The switching overhead between two frequencies affects both time and energy. Performing the operations needed to modify voltage and frequency requires time to change and stabilize these parameters. More precisely, the switching overhead increases with the difference between the two frequencies, as more operations need to be performed. For example, the speed tuning is delegated to a PLL module which is a close feedback loop, such that the wider the frequency difference, the longer the required time to stabilize the loop. On the dsPIC33FJ256MC710 microcontroller [35], it takes almost  $10\mu s$  to scale from 40 to 8 MIPS, and barely  $3\mu s$  to scale from 40 to 35 MIPS. Moreover, when passing from 2 MIPS to 40, the PLL must be turned on, since when operating at 2 MIPS the clock is taken directly from the external crystal. In this case, the tuning time is more than 1ms.

Finally, we also take into account the overhead related to the online execution of the energy-aware algorithm. Depending on the complexity and frequency of invocation of the algorithm, additional operations need to be performed, decreasing the available idle time and increasing the overall energy consumed by the system. As a consequence, aggressive DPM algorithms that require too many on-line operations can result in a

decreased system performance, compensating the longer time spent in sleep modes with the additional energy required to run the algorithm.

#### IV. EXPERIMENTAL RESULTS

This section presents a set of simulation experiments to show the impact of the runtime overhead on the overall energy consumption of the system.

Synthetic task sets consist of 10 periodic tasks randomly generated using the UUniFast algorithm [36], where the total utilization U is varied in a given range, and each computation time  $C_i$  is uniformly distributed in the interval [100,500]. Periods are derived once computation times and task utilizations have been generated and relative deadlines are set equal to periods. Tasks are scheduled under fixed priorities assigned with the Rate Monotonic algorithm and each simulation run is performed until the hyperperiod. In each graph, output results for each parameter configuration are averaged over 100 different runs.
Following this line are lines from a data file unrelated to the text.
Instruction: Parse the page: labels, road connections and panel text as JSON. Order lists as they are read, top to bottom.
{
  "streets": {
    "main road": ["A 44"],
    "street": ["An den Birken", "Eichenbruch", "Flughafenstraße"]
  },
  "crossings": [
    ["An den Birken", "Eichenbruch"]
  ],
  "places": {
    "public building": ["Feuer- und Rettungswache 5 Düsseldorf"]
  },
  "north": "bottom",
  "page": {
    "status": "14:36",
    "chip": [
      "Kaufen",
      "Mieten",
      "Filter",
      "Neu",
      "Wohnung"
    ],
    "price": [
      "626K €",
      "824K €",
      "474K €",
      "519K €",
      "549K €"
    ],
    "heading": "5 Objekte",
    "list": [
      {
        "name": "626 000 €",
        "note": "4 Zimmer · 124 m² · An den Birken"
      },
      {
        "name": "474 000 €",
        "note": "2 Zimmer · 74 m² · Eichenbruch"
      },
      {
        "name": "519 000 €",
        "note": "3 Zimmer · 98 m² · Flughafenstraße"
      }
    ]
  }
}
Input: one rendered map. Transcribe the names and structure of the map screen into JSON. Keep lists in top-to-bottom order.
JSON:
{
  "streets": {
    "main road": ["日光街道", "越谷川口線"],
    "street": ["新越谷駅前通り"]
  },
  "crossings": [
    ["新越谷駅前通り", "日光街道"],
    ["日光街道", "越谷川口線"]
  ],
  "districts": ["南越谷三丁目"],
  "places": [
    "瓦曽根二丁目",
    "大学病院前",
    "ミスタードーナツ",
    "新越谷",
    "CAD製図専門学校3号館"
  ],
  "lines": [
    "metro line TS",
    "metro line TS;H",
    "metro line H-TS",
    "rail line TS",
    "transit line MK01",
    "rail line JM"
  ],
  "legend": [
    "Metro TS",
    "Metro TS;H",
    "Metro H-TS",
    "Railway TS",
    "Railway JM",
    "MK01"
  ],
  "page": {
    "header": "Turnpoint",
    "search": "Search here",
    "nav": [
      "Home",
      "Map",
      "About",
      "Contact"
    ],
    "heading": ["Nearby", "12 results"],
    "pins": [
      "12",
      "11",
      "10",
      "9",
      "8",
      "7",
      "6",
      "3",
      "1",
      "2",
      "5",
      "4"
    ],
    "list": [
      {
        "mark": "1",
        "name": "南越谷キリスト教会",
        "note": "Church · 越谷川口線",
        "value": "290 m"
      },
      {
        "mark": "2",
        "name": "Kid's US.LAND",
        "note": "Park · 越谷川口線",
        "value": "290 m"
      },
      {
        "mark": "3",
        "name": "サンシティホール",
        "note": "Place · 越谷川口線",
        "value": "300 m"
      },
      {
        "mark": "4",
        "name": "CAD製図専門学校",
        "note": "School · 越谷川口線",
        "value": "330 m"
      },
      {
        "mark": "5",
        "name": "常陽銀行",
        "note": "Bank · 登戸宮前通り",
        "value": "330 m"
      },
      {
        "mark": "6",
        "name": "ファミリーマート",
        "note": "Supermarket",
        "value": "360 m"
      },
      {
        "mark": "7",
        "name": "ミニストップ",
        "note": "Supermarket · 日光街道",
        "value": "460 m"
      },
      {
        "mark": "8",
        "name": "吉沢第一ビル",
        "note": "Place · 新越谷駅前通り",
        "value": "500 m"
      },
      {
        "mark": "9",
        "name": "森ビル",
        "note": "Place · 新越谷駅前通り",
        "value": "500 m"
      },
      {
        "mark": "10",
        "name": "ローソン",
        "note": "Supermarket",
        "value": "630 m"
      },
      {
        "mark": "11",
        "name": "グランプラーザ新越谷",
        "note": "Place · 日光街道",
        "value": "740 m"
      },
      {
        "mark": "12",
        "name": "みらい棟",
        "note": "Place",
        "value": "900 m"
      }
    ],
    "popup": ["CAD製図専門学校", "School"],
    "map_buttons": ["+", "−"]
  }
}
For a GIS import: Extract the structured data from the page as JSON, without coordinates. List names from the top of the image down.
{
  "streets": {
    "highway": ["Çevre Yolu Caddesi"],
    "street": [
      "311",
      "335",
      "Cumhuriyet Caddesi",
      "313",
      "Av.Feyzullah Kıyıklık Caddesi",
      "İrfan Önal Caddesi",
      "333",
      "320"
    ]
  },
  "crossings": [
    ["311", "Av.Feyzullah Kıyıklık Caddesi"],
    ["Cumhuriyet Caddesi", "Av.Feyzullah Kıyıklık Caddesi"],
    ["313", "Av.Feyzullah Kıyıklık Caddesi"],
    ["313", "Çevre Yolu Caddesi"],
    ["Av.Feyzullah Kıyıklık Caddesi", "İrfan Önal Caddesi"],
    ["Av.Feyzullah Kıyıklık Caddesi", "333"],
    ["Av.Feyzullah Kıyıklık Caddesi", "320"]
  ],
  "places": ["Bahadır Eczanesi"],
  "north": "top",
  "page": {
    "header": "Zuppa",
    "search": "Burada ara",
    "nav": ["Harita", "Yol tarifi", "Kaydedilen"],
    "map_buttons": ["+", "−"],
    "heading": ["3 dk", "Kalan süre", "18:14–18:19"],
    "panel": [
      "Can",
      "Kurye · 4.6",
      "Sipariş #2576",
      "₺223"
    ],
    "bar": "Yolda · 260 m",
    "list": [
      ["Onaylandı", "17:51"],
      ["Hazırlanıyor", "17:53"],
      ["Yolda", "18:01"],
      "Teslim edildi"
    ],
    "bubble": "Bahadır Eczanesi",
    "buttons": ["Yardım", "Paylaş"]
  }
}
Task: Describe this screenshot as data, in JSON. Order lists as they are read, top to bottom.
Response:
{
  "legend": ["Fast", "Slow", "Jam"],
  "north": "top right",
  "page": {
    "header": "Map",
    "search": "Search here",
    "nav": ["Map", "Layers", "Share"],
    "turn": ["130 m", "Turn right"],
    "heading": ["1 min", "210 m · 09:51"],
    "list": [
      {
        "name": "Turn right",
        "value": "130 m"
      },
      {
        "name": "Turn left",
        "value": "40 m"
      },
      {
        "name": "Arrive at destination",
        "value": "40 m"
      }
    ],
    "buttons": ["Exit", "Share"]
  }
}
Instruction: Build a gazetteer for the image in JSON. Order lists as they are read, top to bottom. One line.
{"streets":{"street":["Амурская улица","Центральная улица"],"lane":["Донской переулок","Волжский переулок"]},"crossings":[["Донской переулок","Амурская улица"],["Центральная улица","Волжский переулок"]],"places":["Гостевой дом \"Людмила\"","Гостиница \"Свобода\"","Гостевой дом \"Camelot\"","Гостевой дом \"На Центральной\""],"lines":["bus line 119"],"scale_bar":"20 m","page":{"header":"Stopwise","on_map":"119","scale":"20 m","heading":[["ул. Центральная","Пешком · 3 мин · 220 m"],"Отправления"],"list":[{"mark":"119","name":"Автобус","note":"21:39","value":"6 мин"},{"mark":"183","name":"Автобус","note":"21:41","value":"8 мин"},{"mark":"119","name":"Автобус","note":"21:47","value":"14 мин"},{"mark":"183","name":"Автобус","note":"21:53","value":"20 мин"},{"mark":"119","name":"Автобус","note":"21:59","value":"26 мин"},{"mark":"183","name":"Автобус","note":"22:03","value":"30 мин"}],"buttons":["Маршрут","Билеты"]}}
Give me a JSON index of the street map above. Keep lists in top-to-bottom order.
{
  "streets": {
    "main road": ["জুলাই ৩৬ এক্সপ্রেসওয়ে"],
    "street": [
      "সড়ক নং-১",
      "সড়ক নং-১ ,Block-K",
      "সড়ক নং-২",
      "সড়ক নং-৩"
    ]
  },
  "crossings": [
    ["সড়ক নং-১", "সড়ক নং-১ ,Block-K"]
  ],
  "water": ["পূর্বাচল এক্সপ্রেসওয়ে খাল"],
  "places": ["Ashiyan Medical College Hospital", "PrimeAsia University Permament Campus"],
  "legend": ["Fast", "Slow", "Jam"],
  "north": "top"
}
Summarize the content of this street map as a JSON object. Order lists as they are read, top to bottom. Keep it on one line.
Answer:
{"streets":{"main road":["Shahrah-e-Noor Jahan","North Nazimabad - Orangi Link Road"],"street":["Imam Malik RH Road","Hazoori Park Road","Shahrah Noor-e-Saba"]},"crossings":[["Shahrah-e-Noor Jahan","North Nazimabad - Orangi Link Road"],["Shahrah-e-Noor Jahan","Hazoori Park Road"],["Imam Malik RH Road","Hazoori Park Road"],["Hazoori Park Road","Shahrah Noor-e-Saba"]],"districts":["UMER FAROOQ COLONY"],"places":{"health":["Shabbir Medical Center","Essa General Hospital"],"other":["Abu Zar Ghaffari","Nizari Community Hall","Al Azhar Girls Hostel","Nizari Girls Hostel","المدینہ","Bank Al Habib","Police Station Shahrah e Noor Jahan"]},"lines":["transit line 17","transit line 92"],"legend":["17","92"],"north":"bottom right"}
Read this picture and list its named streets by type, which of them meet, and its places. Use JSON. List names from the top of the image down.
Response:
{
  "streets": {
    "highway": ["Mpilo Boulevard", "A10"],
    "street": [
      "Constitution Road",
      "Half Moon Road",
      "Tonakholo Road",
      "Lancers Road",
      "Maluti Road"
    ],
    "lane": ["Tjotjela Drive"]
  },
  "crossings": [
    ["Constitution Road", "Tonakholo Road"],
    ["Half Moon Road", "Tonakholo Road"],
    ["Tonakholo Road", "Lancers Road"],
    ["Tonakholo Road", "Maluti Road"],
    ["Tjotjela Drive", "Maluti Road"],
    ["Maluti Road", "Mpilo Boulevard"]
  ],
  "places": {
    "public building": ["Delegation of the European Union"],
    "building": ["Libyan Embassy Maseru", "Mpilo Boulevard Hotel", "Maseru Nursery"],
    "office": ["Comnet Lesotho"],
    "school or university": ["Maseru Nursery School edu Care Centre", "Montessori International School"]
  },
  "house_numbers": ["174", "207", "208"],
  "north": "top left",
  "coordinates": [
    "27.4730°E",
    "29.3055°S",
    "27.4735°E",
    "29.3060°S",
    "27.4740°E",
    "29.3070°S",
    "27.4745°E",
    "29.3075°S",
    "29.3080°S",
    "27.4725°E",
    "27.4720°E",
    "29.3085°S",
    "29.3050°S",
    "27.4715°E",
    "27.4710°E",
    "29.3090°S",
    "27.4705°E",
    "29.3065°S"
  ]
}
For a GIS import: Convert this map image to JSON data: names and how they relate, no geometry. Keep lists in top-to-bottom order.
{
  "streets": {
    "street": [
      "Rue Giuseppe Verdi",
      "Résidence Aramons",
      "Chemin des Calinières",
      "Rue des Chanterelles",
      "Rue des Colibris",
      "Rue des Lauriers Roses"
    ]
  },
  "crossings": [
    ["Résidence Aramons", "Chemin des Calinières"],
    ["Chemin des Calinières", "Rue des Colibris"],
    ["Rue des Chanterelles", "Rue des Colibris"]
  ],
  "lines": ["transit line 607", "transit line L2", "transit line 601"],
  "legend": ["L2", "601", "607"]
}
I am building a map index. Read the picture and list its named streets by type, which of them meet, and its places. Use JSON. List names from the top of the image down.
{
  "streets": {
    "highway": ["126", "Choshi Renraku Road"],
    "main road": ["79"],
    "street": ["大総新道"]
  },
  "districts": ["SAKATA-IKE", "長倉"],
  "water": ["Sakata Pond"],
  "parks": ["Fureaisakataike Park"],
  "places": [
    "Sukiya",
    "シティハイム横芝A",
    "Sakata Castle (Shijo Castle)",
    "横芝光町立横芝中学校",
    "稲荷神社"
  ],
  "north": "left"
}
Simulations have been carried out assuming a processor with 19 discrete speeds varying in the range of [0.1,1] with step 0.05. Results are reported for both the power models introduced in Section III-A. For the sake of simplicity, a single sleep state is considered, with  $P_{\sigma}=0.0025$ , and  $E_{\delta}=0.1\cdot\delta$ , where the break-even time  $\delta$  is varied in a given range.

All simulations have been performed on the VOSS algorithm, by Chen and Kuo [19], because it has been shown to outperform other algorithms under fixed priority systems without requiring an additional hardware controller. However, it is worth noticing that VOSS is an on-line algorithm with a complexity of  $O(n \cdot \log(n))$ , which has to be paid at each idle interval. The slowest feasible speed used by VOSS has been computed using the more precise Response Time Analysis [37] (including preemption costs) instead of Liu and Layland's bound [3].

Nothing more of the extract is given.